Each file in the repartition() data lake is exactly 0.3 GB larger than expected (they’re all 1.3 GB files instead of 1 GB files).

Why does the repartition() method increase the size of the overall data lake?

There is a related question that discusses why the size of a data lake increases after aggregations are run. The answer says:

In general columnar storage formats like Parquet are highly sensitive when it comes to data distribution (data organization) and cardinality of individual columns. The more organized is data and the lower is cardinality the more efficient is the storage.

Is the coalesce() algorithm providing data that's more organized... I don't think so...

I don't think the other question answers my question.

1
can you count the number of files generated in coalsec(2000). If it is less than 2000 we can draw some conclusions.loneStar
@Achyuth - coalsece(2000) generated 2000 files.Powers
@Powers re partition might generated equal size files, while coalsece might generated random size files.loneStar

1 Answers

20
votes

Disclaimer:

This answer contains primarily speculations.
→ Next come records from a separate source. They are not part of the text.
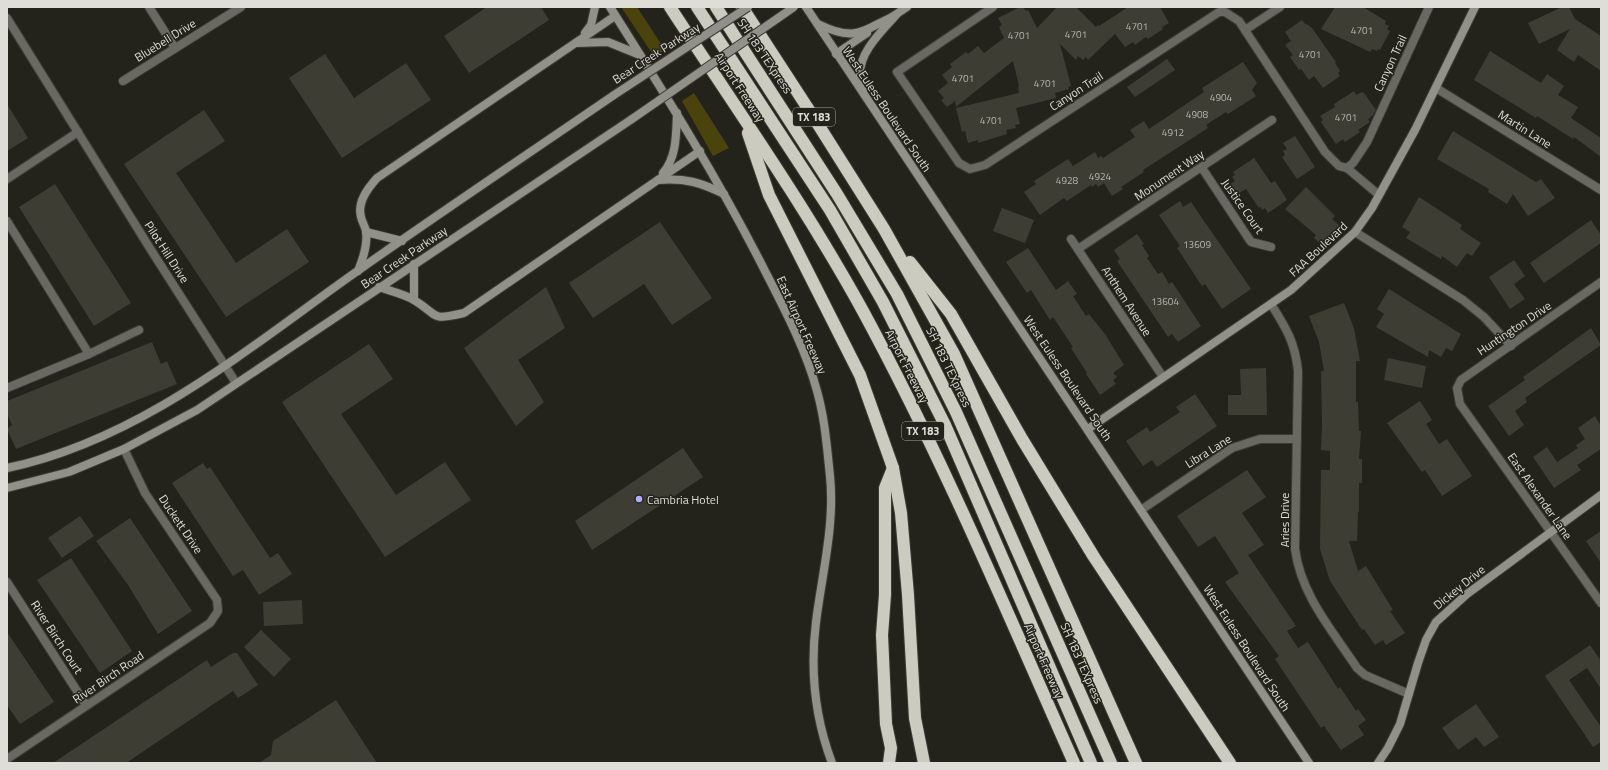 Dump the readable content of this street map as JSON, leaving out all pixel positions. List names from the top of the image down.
{
  "streets": {
    "highway": ["SH 183 TEXpress", "Airport Freeway", "TX 183"],
    "main road": [
      "Bear Creek Parkway",
      "West Euless Boulevard South",
      "FAA Boulevard",
      "East Airport Freeway",
      "Dickey Drive"
    ],
    "street": [
      "Bluebell Drive",
      "Canyon Trail",
      "Martin Lane",
      "Monument Way",
      "Justice Court",
      "Pilot Hill Drive",
      "Anthem Avenue",
      "Huntington Drive",
      "Libra Lane",
      "East Alexander Lane",
      "Aries Drive",
      "Duckett Drive",
      "River Birch Court",
      "River Birch Road"
    ]
  },
  "crossings": [
    ["Bear Creek Parkway", "Pilot Hill Drive"],
    ["Bear Creek Parkway", "Duckett Drive"],
    ["Canyon Trail", "FAA Boulevard"],
    ["West Euless Boulevard South", "FAA Boulevard"],
    ["West Euless Boulevard South", "Libra Lane"],
    ["Martin Lane", "FAA Boulevard"],
    ["Monument Way", "Justice Court"],
    ["Monument Way", "Anthem Avenue"],
    ["FAA Boulevard", "Anthem Avenue"],
    ["FAA Boulevard", "Aries Drive"],
    ["Huntington Drive", "East Alexander Lane"],
    ["Libra Lane", "Aries Drive"],
    ["East Alexander Lane", "Dickey Drive"],
    ["Aries Drive", "Dickey Drive"],
    ["Duckett Drive", "River Birch Road"],
    ["River Birch Court", "River Birch Road"]
  ],
  "places": ["Cambria Hotel"],
  "house_numbers": [
    "4701",
    "4701",
    "4701",
    "4701",
    "4701",
    "4701",
    "4701",
    "4904",
    "4908",
    "4701",
    "4701",
    "4912",
    "4924",
    "4928",
    "13609",
    "13604"
  ]
}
A detailed explanation of this phenomena might require in-depth analysis of the input and output (or at least their respective metadata).

Observations:

  1. Entropy effectively bounds the performance of the strongest lossless compression possible - Wikipedia - Entropy (information theory).
  2. Both persistent columnar formats as well as the internal Spark SQL representation transparently apply different compression techniques (like Run-length encoding or dictionary encoding) to reduce the memory footprint of the stored data.

    Additionally on disk formats (including plain text data) can be explicitly compressed using general purpose compression algorithms - it is not clear if this is the case here.

  3. Compression (explicit or transparent) are applied to blocks of data (typically partitions, but smaller units can be used).

  4. Based on 1), 2) and 3) we can assume that the average compression rate will depend on the distribution of the data in the cluster. We should also note that the final result can be non-deterministic, if the upstream lineage contains wide transformations.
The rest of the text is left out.